Write out the listing below again, precisely as it is given.

----- Data to process -----

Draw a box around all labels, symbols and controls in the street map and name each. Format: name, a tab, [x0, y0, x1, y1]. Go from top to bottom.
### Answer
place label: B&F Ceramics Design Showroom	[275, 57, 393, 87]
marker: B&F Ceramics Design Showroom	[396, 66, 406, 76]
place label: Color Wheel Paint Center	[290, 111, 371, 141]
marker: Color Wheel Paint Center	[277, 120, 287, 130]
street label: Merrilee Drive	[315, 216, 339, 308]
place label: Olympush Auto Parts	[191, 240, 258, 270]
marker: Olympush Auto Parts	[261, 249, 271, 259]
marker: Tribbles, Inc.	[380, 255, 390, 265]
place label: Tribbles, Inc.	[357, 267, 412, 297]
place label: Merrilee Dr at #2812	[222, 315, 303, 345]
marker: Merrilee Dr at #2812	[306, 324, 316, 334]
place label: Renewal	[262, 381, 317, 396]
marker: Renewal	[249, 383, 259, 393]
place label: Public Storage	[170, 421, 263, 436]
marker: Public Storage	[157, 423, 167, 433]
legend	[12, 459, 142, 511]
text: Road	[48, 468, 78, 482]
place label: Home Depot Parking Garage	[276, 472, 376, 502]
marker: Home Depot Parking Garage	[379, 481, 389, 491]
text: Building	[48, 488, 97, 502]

-----

The answer:
Draw a box around all labels, symbols and controls in the street map and name each. Format: name, a tab, [x0, y0, x1, y1]. Go from top to bottom.
### Answer
place label: B&F Ceramics Design Showroom	[275, 57, 393, 87]
marker: B&F Ceramics Design Showroom	[396, 66, 406, 76]
place label: Color Wheel Paint Center	[290, 111, 371, 141]
marker: Color Wheel Paint Center	[277, 120, 287, 130]
street label: Merrilee Drive	[315, 216, 339, 308]
place label: Olympush Auto Parts	[191, 240, 258, 270]
marker: Olympush Auto Parts	[261, 249, 271, 259]
marker: Tribbles, Inc.	[380, 255, 390, 265]
place label: Tribbles, Inc.	[357, 267, 412, 297]
place label: Merrilee Dr at #2812	[222, 315, 303, 345]
marker: Merrilee Dr at #2812	[306, 324, 316, 334]
place label: Renewal	[262, 381, 317, 396]
marker: Renewal	[249, 383, 259, 393]
place label: Public Storage	[170, 421, 263, 436]
marker: Public Storage	[157, 423, 167, 433]
legend	[12, 459, 142, 511]
text: Road	[48, 468, 78, 482]
place label: Home Depot Parking Garage	[276, 472, 376, 502]
marker: Home Depot Parking Garage	[379, 481, 389, 491]
text: Building	[48, 488, 97, 502]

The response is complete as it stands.